------ DATASET CONTENT ------

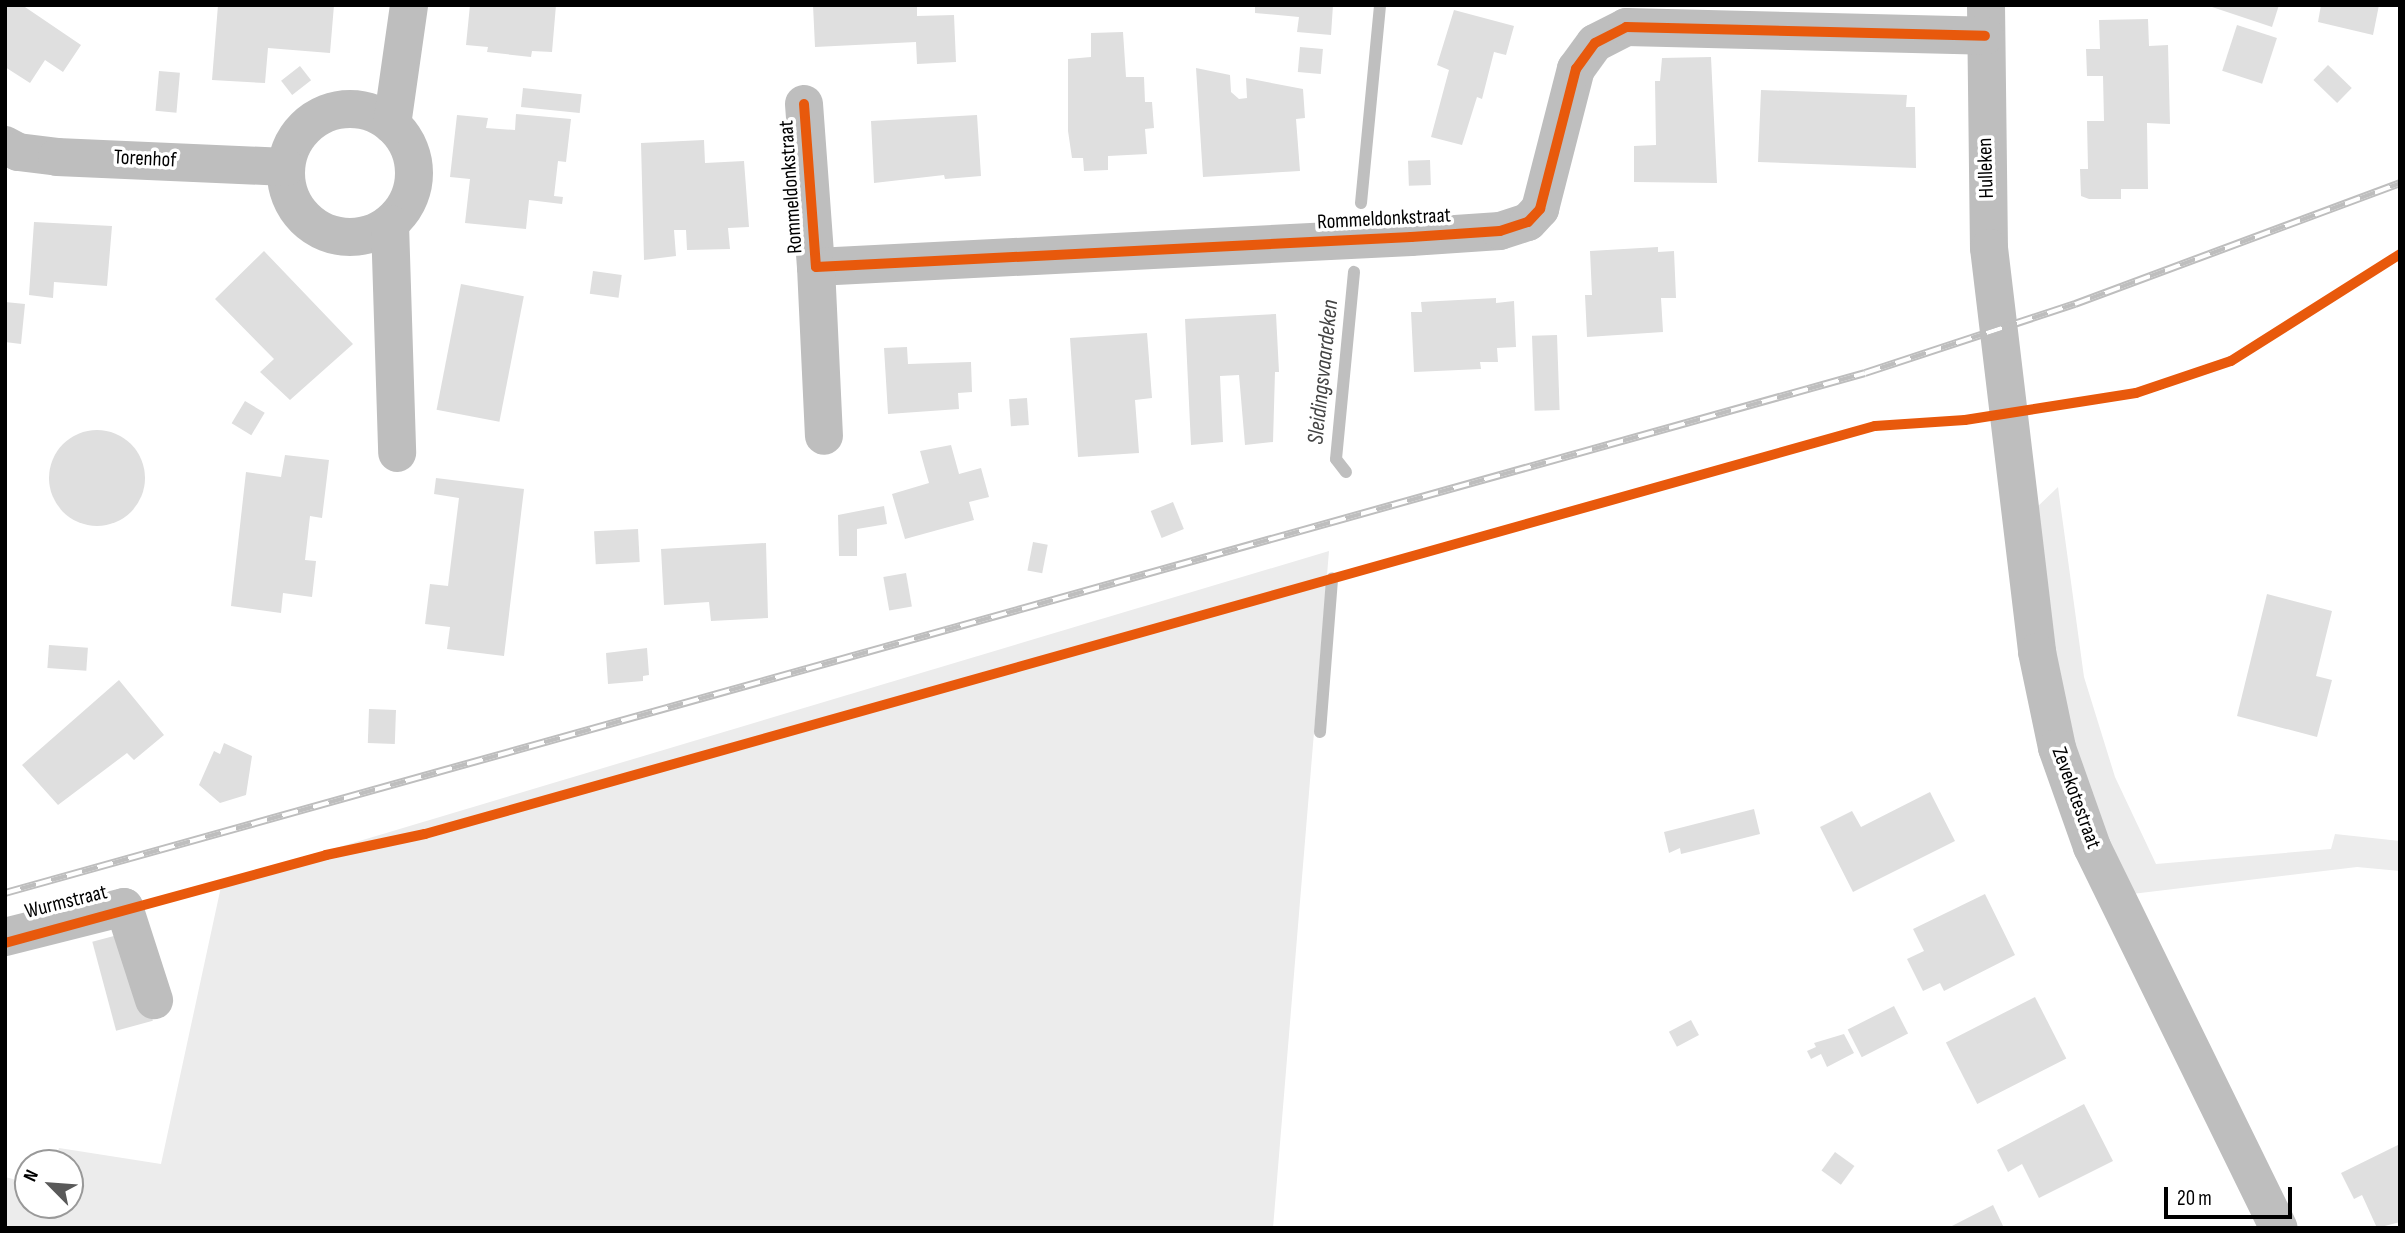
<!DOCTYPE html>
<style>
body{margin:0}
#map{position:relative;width:2405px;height:1233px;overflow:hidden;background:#fff;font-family:"Sofia Sans Condensed",sans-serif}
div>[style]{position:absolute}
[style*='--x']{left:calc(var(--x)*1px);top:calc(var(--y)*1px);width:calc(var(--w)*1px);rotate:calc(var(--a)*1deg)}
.green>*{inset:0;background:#ececec}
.stream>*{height:12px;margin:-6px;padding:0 6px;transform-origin:6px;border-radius:6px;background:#bfbfbf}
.building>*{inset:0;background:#dfdfdf;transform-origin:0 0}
.round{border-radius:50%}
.minor>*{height:38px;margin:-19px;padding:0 19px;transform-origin:19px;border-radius:19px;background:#bebebe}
.minor>.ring{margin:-19px;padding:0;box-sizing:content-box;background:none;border:38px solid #bebebe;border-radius:50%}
.rail>*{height:8px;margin-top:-4px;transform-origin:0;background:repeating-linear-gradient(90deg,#fff 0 16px,#bebebe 0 32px);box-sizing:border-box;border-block:2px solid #bebebe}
.cycleway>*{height:10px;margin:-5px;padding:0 5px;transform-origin:5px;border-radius:5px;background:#e8590c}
span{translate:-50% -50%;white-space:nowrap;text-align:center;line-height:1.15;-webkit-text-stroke:7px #fff;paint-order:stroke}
.street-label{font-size:21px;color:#000}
.water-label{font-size:23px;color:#444;font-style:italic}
.frame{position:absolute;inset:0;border:7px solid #000;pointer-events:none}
.north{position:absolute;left:14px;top:1149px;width:70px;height:70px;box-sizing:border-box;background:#fff;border:2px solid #999;border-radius:50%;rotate:295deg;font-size:19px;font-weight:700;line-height:28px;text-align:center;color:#000}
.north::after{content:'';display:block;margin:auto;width:24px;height:32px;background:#595959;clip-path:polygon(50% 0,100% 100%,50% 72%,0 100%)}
.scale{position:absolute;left:2164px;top:1187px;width:128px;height:32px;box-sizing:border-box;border:4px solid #000;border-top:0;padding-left:9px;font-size:21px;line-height:24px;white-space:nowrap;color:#000;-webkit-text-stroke:5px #fff;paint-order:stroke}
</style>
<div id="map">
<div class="green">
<div style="clip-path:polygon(2058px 487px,2084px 677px,2115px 777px,2156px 864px,2331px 849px,2335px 834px,2400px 841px,2400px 871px,2357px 867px,2132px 894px,2073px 757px,2051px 651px,2035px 509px)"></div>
<div style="clip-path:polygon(1329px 551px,1273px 1228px,5px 1228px,5px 1177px,28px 1183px,28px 1205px,70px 1205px,70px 1163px,54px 1163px,59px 1148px,161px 1164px,222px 882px)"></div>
</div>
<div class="stream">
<div style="--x:1361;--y:203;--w:199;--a:-84.5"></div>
<div style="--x:1346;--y:472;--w:16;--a:-128"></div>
<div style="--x:1336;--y:459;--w:188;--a:-84.5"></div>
<div style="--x:1320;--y:732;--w:154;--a:-85.5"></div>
</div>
<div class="building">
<div style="clip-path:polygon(5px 5px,22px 5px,81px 45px,63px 72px,45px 60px,30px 83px,5px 67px)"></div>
<div style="clip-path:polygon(218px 5px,334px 5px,330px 53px,268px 48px,265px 83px,212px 80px)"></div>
<div style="clip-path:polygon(470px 5px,556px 5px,552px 52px,532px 51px,531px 57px,487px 52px,488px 47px,466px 45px)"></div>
<div style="clip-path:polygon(813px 5px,917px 5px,917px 16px,954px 15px,956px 62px,917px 64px,916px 42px,815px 47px)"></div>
<div style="clip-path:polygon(1255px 5px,1333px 5px,1331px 35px,1297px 32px,1299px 17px,1255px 13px)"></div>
<div style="clip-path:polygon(2206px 5px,2279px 5px,2272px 27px)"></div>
<div style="clip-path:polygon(2321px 5px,2379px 5px,2373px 35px,2318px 22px)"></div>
<div style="clip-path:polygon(1454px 10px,1514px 26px,1506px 55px,1494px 52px,1482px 99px,1477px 97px,1462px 145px,1431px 137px,1449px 70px,1437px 65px)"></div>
<div style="clip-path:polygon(2148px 19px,2149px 46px,2168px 45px,2170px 124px,2147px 123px,2148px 189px,2121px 189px,2121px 199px,2089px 199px,2081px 196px,2080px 169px,2088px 169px,2087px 121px,2104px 121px,2103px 76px,2087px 76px,2086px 49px,2100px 49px,2099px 20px)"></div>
<div style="left:2237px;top:25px;width:42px;height:48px;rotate:18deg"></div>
<div style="clip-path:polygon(1123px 32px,1126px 77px,1144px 77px,1145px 102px,1152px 102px,1154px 128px,1145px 129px,1147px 154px,1108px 156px,1108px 170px,1084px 171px,1083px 158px,1072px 158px,1068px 131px,1068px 59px,1091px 57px,1091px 33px)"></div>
<div style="left:1300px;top:47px;width:23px;height:25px;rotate:5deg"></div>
<div style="clip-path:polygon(1711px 57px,1717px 183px,1634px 182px,1634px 146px,1656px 145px,1655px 81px,1660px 81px,1662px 58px)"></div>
<div style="left:2328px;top:65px;width:33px;height:21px;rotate:44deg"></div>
<div style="left:300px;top:66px;width:18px;height:24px;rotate:52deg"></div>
<div style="clip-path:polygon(1196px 68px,1230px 75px,1231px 92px,1239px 99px,1247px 98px,1246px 78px,1303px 89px,1305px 118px,1296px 119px,1300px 171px,1203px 177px)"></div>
<div style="left:159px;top:71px;width:21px;height:40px;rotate:5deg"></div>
<div style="left:523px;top:88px;width:59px;height:19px;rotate:6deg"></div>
<div style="clip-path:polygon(1761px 90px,1907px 95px,1906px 107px,1915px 107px,1916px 168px,1758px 162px)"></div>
<div style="clip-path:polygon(516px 114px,571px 119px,566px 162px,558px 161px,554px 196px,563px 197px,562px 204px,529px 200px,526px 229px,465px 223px,470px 179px,450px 177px,457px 115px,488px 118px,486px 128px,515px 130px)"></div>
<div style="clip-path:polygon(977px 115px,981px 176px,945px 179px,944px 175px,874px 183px,871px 121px)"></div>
<div style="clip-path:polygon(704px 140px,705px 163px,744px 161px,749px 227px,728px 228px,730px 249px,687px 250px,686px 230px,674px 230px,676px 256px,644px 260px,641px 143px)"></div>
<div style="left:1430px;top:160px;width:25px;height:22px;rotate:88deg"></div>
<div style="clip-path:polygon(34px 222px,112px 226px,107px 286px,54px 282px,53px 298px,29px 295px)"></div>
<div style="clip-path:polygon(1658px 247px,1658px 252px,1674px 251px,1676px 298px,1661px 298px,1663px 332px,1587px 337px,1585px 295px,1592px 295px,1590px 251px)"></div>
<div style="clip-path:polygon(264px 251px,353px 344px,290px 400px,260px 372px,274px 359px,215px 299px)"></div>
<div style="left:593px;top:271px;width:29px;height:23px;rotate:8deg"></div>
<div style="left:461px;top:284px;width:64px;height:128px;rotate:11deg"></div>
<div style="clip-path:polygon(1496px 298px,1496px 303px,1514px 301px,1516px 347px,1497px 348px,1498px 362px,1480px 362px,1481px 369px,1414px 372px,1411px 312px,1422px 312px,1421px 302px)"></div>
<div style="clip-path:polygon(5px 302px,25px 304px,21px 344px,5px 342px)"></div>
<div style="clip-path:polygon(1276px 314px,1279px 372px,1275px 372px,1273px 442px,1245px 445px,1239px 375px,1220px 376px,1223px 442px,1191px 445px,1185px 319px)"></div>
<div style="clip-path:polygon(1147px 333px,1152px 398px,1135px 400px,1139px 453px,1078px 457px,1070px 338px)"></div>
<div style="left:1557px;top:335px;width:75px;height:25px;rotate:88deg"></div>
<div style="clip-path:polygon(907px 347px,908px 364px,971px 362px,972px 392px,958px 393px,959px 409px,888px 414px,884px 348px)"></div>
<div style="left:1027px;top:398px;width:27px;height:18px;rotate:86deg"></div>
<div style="left:245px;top:401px;width:23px;height:26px;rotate:31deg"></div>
<div class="round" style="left:49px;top:430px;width:96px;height:96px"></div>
<div style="clip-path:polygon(951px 445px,959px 474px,981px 468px,989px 497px,969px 502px,974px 520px,905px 539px,892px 494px,929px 483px,920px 451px)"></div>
<div style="clip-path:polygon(285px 455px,329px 460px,322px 518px,310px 516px,305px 560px,316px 561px,312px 597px,283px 593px,281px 613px,231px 606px,246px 472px,281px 477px)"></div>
<div style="clip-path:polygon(436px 478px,524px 489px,504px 656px,447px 649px,450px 627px,425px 624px,430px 584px,448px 586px,459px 498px,434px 494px)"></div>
<div style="left:1173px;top:502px;width:29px;height:24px;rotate:68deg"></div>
<div style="clip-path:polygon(884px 506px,887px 524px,857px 529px,857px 556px,839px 556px,838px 515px)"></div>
<div style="left:638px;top:529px;width:33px;height:44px;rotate:87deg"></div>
<div style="left:1033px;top:542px;width:15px;height:29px;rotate:11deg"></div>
<div style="clip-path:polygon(766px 543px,768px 618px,711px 621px,709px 602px,664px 605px,661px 549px)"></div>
<div style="left:906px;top:573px;width:34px;height:23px;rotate:80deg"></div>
<div style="clip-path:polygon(2267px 594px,2332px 611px,2316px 676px,2332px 680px,2317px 737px,2237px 716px)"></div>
<div style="left:49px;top:645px;width:39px;height:23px;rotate:4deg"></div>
<div style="clip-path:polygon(647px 648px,649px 675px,643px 676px,643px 681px,608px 684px,606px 653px)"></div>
<div style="clip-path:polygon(119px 680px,164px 735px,134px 760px,127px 753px,58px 805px,22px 765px)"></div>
<div style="left:369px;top:709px;width:27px;height:34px;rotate:2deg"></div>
<div style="clip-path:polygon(224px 743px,252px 756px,246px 795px,220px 803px,199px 785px,214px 751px,220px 754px)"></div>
<div style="clip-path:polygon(1930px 792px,1955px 841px,1853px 892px,1820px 827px,1852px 811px,1861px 827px)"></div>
<div style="clip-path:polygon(1754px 809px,1760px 834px,1681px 854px,1680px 848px,1669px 853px,1664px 832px)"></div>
<div style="clip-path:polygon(1985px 894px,2015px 955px,1944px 991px,1940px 983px,1923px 991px,1907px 959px,1924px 951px,1913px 929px)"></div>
<div style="left:129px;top:932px;width:92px;height:38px;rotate:75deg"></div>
<div style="left:2035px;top:997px;width:69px;height:100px;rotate:63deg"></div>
<div style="left:1894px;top:1006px;width:31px;height:52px;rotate:63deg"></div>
<div style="left:1691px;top:1020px;width:17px;height:25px;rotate:62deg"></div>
<div style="clip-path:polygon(1844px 1034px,1854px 1053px,1827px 1067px,1821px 1054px,1811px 1059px,1807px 1051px,1816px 1047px,1814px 1043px)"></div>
<div style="clip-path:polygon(2084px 1104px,2113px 1161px,2039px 1198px,2022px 1164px,2008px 1172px,1997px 1150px)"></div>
<div style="clip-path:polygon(2400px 1144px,2400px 1222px,2377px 1228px,2362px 1195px,2354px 1199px,2341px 1173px)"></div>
<div style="left:1835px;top:1152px;width:24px;height:23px;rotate:36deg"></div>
<div style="clip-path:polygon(1993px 1205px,2004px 1228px,1948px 1228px)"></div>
</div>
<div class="minor">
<div style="--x:1986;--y:5;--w:243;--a:89.3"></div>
<div style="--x:1989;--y:248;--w:407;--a:83.2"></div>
<div style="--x:2037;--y:652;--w:98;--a:78.2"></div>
<div style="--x:2057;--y:748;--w:105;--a:70.5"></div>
<div style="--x:2092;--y:847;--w:424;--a:63.9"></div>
<div style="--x:804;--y:104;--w:163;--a:85.8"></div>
<div style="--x:816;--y:267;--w:596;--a:-2.89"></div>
<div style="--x:1411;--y:237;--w:89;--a:-3.9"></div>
<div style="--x:1500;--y:231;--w:29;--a:-18"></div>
<div style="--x:1528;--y:222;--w:18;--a:-47"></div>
<div style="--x:1540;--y:209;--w:145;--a:-75.6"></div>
<div style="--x:1576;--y:69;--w:32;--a:-54"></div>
<div style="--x:1595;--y:43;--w:35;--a:-27"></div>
<div style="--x:1626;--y:27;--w:359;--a:1.4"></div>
<div class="ring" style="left:286px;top:109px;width:90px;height:90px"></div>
<div style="--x:392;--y:125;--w:121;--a:-81.9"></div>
<div style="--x:5;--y:145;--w:15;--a:28"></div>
<div style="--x:18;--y:152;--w:39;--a:7"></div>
<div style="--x:57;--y:157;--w:229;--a:2.5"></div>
<div style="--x:390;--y:224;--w:229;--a:88.2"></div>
<div style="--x:816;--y:267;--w:169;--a:87.3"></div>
<div style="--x:5;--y:937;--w:123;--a:-14.1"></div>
<div style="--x:124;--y:907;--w:98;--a:72.1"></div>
</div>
<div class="rail">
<div style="--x:5;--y:893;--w:1931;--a:-15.62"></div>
<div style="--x:1865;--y:373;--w:221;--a:-18.2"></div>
<div style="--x:2075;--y:304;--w:347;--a:-20.4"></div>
</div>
<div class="cycleway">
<div style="--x:804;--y:104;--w:163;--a:85.8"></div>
<div style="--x:816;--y:267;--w:596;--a:-2.89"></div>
<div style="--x:1411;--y:237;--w:89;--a:-3.9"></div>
<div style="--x:1500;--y:231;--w:29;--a:-18"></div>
<div style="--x:1528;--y:222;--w:18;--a:-47"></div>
<div style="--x:1540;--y:209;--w:145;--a:-75.6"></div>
<div style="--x:1576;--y:69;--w:32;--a:-54"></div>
<div style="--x:1595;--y:43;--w:35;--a:-27"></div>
<div style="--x:1626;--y:27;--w:359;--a:1.4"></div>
<div style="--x:5;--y:943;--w:333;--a:-15.3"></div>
<div style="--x:326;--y:855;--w:101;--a:-12"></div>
<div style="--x:425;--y:834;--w:1506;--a:-15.72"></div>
<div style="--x:1875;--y:426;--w:90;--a:-3.8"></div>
<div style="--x:1965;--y:420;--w:173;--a:-9"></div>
<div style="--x:2136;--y:393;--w:100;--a:-18.6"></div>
<div style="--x:2231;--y:361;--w:200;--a:-32.3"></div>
</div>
<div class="street-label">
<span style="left:145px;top:159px;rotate:3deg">Torenhof</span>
<span style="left:1986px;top:168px;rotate:-92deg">Hulleken</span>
<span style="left:791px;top:187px;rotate:-94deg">Rommeldonkstraat</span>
<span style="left:1384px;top:219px;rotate:-3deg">Rommeldonkstraat</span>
<span style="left:2076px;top:798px;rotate:70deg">Zevekotestraat</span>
<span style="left:66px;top:902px;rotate:-14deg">Wurmstraat</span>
</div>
<div class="water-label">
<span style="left:1323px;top:372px;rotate:-84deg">Sleidingsvaardeken</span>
</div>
<div class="frame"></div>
<div class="north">N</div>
<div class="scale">20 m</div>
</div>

------

> **TASK BRIEF**: The answer must consist of every line from the data that contains the word "stream".

> **RESPONSE AREA**:
.stream>*{height:12px;margin:-6px;padding:0 6px;transform-origin:6px;border-radius:6px;background:#bfbfbf}
<div class="stream">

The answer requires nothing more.